Gypsy blue revue
(Forty Below Records – 2026)
Durée 55’28 – 9 Titres
Il y a des rencontres qui ne relèvent ni du hasard ni de la simple opportunité musicale, mais d’une véritable convergence d’âmes artistiques. Celle entre JP Soars, guitariste au parcours atypique devenu l’une des figures les plus singulières du blues américain contemporain, et Anne Harris, violoniste virtuose à l’énergie magnétique, appartient à cette catégorie rare. Ensemble, ils signent avec « Gypsy Blue Revue » un album qui capture l’essence même de leur complicité, instinctive, vibrante, profondément humaine.
Né en Californie, grandi en Arkansas puis installé en Floride, JP Soars a façonné son identité musicale sur les routes, dans les clubs, au contact direct du public. Sa révélation remonte à un moment fondateur, une rencontre avec B.B. King à l’âge de 18 ans, qui scelle définitivement son engagement envers le blues.
Guitariste incandescent, chanteur à la voix chaude et songwriter instinctif, Soars n’a jamais accepté les frontières stylistiques. Blues, rock’n’roll, gypsy jazz, country, grooves latins… il traverse les genres avec une aisance déconcertante, guidé par une seule boussole, l’émotion.

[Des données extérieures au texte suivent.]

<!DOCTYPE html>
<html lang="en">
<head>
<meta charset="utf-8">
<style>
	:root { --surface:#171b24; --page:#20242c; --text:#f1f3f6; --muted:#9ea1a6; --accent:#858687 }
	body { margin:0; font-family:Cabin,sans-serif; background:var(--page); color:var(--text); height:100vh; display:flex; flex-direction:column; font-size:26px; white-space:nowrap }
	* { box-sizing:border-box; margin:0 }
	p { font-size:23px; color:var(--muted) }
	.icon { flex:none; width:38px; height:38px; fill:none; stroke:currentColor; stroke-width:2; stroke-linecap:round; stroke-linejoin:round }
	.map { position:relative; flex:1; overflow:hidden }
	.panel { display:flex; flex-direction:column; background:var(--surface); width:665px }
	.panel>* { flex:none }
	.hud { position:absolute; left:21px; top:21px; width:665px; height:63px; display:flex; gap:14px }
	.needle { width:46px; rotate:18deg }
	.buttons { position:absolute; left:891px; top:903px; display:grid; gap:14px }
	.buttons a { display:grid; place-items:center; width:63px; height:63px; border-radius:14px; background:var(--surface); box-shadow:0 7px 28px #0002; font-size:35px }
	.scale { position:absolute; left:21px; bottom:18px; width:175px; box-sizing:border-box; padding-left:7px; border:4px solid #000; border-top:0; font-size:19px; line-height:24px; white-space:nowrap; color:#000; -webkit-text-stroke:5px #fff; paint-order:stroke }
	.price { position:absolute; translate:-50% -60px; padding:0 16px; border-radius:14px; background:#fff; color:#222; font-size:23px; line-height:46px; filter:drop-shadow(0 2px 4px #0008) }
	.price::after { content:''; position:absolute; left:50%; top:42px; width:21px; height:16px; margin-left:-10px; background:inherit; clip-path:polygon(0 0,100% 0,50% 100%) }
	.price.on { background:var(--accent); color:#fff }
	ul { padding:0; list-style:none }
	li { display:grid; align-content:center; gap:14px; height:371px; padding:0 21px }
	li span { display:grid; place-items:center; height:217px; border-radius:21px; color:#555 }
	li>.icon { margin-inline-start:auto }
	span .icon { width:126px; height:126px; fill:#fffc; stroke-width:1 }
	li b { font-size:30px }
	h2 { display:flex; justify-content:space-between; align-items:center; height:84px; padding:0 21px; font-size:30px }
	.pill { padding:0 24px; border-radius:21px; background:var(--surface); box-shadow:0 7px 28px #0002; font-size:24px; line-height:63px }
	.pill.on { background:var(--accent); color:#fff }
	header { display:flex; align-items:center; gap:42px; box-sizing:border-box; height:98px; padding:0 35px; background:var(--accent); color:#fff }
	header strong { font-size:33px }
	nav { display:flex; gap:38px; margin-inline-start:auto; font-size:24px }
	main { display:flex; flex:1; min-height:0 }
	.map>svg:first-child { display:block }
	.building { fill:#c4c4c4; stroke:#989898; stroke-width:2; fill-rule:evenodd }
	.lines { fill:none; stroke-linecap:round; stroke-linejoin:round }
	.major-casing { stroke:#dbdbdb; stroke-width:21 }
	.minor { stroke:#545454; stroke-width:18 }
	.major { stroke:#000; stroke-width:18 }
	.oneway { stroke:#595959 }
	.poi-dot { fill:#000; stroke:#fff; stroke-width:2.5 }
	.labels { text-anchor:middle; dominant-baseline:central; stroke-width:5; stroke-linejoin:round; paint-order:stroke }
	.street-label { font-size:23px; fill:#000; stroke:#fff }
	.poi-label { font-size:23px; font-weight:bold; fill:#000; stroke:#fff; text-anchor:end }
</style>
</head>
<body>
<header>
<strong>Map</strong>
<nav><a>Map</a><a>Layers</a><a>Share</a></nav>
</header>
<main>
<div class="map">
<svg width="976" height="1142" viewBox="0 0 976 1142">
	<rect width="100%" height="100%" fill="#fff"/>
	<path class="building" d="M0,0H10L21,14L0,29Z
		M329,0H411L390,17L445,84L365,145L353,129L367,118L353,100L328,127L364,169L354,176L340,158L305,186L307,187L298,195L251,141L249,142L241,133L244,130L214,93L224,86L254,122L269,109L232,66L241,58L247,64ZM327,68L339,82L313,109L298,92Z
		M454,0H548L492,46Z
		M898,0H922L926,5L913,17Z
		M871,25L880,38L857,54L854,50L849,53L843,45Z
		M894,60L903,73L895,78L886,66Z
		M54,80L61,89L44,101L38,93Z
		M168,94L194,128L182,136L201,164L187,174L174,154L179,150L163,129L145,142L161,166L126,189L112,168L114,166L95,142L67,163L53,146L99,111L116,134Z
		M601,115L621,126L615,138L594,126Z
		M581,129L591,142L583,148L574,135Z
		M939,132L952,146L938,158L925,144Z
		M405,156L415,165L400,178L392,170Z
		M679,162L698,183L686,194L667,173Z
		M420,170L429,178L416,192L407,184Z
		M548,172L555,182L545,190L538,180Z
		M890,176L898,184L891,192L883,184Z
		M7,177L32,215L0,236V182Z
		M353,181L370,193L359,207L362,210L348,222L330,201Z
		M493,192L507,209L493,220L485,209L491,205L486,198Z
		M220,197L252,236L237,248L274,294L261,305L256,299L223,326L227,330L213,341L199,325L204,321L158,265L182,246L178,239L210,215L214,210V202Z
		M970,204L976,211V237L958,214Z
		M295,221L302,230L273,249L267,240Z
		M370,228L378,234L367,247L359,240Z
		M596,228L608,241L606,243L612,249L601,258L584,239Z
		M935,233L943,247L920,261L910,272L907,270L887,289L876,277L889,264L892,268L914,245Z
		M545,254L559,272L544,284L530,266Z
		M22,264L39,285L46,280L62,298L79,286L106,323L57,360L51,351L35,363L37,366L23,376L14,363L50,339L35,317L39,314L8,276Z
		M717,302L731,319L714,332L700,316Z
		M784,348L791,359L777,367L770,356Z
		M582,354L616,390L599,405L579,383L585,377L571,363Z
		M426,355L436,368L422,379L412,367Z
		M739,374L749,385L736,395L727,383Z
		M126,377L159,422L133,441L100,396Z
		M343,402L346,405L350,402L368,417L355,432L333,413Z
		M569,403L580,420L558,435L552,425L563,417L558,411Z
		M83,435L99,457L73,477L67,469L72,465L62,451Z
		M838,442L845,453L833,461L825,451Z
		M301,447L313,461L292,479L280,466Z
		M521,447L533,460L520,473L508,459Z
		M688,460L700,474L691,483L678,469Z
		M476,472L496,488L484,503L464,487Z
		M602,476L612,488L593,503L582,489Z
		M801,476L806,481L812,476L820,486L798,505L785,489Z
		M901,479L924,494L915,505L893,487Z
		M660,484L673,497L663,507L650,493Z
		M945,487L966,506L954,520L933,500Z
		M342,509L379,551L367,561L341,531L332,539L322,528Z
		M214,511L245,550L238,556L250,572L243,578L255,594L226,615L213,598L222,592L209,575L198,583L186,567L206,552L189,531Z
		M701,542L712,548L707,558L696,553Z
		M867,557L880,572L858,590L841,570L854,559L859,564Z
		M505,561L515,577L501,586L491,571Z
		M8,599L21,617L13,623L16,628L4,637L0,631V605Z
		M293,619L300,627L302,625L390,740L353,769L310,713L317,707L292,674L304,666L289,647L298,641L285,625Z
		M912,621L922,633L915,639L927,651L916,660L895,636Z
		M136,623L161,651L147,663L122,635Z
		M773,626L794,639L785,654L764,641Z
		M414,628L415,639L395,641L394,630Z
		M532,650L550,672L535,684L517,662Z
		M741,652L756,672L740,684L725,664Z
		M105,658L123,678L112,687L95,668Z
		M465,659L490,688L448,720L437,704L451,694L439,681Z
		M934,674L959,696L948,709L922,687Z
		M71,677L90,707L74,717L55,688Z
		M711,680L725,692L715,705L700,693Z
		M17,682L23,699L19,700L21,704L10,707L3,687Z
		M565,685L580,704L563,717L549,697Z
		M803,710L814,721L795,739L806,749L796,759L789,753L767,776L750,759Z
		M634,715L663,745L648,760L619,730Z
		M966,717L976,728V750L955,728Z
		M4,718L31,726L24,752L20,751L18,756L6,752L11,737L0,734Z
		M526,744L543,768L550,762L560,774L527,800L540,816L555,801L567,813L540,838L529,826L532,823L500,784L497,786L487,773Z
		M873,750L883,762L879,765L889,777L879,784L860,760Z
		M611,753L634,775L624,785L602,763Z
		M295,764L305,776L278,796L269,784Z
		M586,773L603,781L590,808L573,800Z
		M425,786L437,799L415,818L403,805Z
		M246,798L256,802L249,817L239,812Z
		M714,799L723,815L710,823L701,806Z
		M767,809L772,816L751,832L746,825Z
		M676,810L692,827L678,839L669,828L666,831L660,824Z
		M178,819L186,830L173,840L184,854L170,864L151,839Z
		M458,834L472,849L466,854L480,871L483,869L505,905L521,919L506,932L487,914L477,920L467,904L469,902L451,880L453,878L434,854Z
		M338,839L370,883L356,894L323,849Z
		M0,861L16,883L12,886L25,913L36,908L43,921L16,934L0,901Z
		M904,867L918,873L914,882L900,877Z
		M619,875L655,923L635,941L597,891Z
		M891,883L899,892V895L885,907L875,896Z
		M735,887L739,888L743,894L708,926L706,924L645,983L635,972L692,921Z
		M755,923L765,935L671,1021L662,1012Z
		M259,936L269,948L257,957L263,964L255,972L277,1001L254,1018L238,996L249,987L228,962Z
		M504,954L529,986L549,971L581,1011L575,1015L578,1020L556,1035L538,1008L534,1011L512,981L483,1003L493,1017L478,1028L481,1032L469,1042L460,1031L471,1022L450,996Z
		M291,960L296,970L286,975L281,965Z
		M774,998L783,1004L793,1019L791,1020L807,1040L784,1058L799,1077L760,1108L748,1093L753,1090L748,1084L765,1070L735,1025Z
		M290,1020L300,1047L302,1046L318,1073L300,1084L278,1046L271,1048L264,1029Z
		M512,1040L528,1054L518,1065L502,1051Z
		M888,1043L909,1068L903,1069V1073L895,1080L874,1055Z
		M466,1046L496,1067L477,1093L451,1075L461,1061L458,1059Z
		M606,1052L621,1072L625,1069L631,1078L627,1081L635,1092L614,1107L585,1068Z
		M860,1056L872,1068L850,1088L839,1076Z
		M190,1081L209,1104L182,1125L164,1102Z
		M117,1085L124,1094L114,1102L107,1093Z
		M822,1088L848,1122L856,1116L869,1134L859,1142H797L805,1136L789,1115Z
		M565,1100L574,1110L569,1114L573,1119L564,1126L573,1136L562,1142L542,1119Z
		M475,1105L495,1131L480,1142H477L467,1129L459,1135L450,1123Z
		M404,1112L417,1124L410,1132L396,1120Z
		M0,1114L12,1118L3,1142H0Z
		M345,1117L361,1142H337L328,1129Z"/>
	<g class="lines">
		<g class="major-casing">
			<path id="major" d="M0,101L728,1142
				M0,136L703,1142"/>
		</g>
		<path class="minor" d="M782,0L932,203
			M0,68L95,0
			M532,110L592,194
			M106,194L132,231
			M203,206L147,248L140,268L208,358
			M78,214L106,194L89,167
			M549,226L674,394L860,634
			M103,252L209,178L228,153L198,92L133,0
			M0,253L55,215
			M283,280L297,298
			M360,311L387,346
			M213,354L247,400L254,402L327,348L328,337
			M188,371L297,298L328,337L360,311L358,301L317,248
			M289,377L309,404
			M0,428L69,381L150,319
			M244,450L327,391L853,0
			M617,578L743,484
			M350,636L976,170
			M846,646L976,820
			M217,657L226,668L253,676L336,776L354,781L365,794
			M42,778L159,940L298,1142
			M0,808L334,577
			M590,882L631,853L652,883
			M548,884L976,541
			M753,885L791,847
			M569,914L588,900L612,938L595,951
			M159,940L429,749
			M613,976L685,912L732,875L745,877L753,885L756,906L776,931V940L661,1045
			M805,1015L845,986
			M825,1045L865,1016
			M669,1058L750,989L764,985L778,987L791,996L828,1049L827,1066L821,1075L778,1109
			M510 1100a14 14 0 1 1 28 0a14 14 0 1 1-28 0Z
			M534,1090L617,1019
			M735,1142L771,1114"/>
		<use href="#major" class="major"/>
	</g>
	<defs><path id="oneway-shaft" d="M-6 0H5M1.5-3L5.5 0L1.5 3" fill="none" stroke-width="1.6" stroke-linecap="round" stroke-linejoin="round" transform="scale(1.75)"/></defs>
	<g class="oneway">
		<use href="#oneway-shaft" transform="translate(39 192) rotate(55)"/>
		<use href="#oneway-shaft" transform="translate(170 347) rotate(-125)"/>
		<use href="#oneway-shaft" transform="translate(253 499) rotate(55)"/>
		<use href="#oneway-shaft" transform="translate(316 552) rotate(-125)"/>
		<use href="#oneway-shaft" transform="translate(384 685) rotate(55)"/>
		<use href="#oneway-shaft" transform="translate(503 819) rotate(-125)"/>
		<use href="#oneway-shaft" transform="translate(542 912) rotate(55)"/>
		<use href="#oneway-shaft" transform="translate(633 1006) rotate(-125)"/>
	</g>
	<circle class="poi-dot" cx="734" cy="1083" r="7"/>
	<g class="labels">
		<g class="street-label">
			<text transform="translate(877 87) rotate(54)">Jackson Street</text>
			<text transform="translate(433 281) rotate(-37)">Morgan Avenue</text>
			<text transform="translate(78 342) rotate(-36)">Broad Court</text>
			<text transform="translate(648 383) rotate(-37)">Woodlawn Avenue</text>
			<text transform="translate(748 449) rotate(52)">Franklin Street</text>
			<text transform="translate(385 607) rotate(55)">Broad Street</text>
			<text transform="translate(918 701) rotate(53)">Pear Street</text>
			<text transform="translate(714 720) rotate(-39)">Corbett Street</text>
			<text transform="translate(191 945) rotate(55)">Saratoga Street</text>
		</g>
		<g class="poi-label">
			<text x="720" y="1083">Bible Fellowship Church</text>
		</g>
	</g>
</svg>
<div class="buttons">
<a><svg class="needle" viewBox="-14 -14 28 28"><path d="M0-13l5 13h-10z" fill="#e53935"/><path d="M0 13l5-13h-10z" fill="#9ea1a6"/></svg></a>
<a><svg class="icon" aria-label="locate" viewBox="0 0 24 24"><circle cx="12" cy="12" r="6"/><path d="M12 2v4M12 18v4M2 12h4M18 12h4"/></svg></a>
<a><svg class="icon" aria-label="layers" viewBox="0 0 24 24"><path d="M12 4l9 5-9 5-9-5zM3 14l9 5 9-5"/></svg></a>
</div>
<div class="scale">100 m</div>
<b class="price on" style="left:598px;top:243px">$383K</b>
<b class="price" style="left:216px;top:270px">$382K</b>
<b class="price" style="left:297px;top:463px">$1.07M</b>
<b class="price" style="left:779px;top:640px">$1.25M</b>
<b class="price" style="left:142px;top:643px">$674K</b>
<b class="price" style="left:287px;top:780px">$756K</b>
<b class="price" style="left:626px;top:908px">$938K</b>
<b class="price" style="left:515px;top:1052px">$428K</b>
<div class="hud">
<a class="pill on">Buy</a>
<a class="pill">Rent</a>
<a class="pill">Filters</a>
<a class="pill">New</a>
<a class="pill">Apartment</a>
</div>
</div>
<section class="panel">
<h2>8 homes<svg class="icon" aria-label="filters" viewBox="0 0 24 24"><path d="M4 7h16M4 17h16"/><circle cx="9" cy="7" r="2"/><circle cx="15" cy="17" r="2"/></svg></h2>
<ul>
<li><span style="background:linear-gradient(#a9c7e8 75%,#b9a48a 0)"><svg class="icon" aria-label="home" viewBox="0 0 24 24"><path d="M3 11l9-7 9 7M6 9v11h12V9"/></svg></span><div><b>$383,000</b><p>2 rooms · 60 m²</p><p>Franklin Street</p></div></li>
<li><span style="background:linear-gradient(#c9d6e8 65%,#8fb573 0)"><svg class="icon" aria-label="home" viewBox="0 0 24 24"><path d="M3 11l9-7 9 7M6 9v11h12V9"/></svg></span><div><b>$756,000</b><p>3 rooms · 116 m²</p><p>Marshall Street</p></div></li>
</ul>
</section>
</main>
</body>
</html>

Lauréat de l’International Blues Challenge et du prestigieux Albert King Guitar Award, il a multiplié les distinctions, les tournées internationales et les albums marquants. Son jeu, reconnaissable entre mille, mêle rugosité sudiste, élégance jazz manouche et feeling brut.
Basée à Chicago, Anne Harris est une artiste inclassable. Formée au violon classique, elle a très tôt choisi de s’affranchir des cadres pour explorer les territoires du folk, du rock, du country et des musiques roots.
Son parcours l’a menée sur les scènes du monde entier, notamment aux côtés d’Otis Taylor, dont l’approche hypnotique et minimaliste a profondément influencé sa manière de jouer. Chez elle, le violon n’est pas un simple instrument mélodique, c’est une voix, un souffle, une pulsation organique qui traverse les morceaux comme une énergie vivante.
Son charisme scénique, sa présence solaire et sa capacité à dialoguer avec n’importe quel musicien en font une partenaire idéale pour un projet aussi libre que celui de JP Soars.
Les deux artistes se croisent en 2019 sur le circuit des festivals, puis se retrouvent sur scène au Big Blues Bender de Las Vegas. L’alchimie est immédiate. Ce qui devait être une collaboration ponctuelle se transforme en un véritable duo artistique, nourri par une vision commune : faire de la musique un espace de liberté totale, où les influences se mêlent sans hiérarchie.
Enregistré en conditions quasi live dans un studio rural de l’Ohio, « Gypsy Blue Revue » capture l’essence brute du duo. Pas de click, pas de surproduction, pas de fioritures, juste des musiciens dans une pièce, qui jouent, respirent et vibrent ensemble. Cette approche donne à l’album une chaleur immédiate, une vérité sonore rare dans les productions actuelles.
L’album navigue entre blues roots, folk nomade, swing manouche, ballades sudistes et grooves caribéens. Chaque morceau semble ouvrir une nouvelle porte, sans jamais perdre le fil conducteur, la rencontre entre la guitare terrienne de Soars et le violon incandescent d’Harris.
Le blues narratif y occupe une place centrale, avec des titres inspirés d’histoires vécues, de rencontres marquantes ou de confidences glanées sur la route. Les influences gypsy apportent une élégance nerveuse, un parfum de liberté qui rappelle les grandes heures du jazz manouche. Les moments plus folk révèlent une sensibilité profonde, presque introspective.
Le duo est soutenu par la section rythmique fidèle de JP Soars, Chris Peet à la batterie et Cleveland Frederick à la basse, dont la cohésion renforce l’impression d’un groupe soudé, organique, en pleine possession de ses moyens.
Ce qui frappe le plus à l’écoute, c’est la manière dont les deux artistes se répondent. Le violon d’Anne Harris ne se contente pas d’orner les compositions, il les propulse, les bouscule, les illumine. La guitare de Soars, tantôt rugueuse, tantôt délicate, trouve en elle un partenaire idéal. Leur interaction crée un véritable théâtre sonore, où chaque morceau devient une scène vivante.
Un disque vibrant, généreux, lumineux, et une collaboration qui, espérons-le, ne fait que commencer.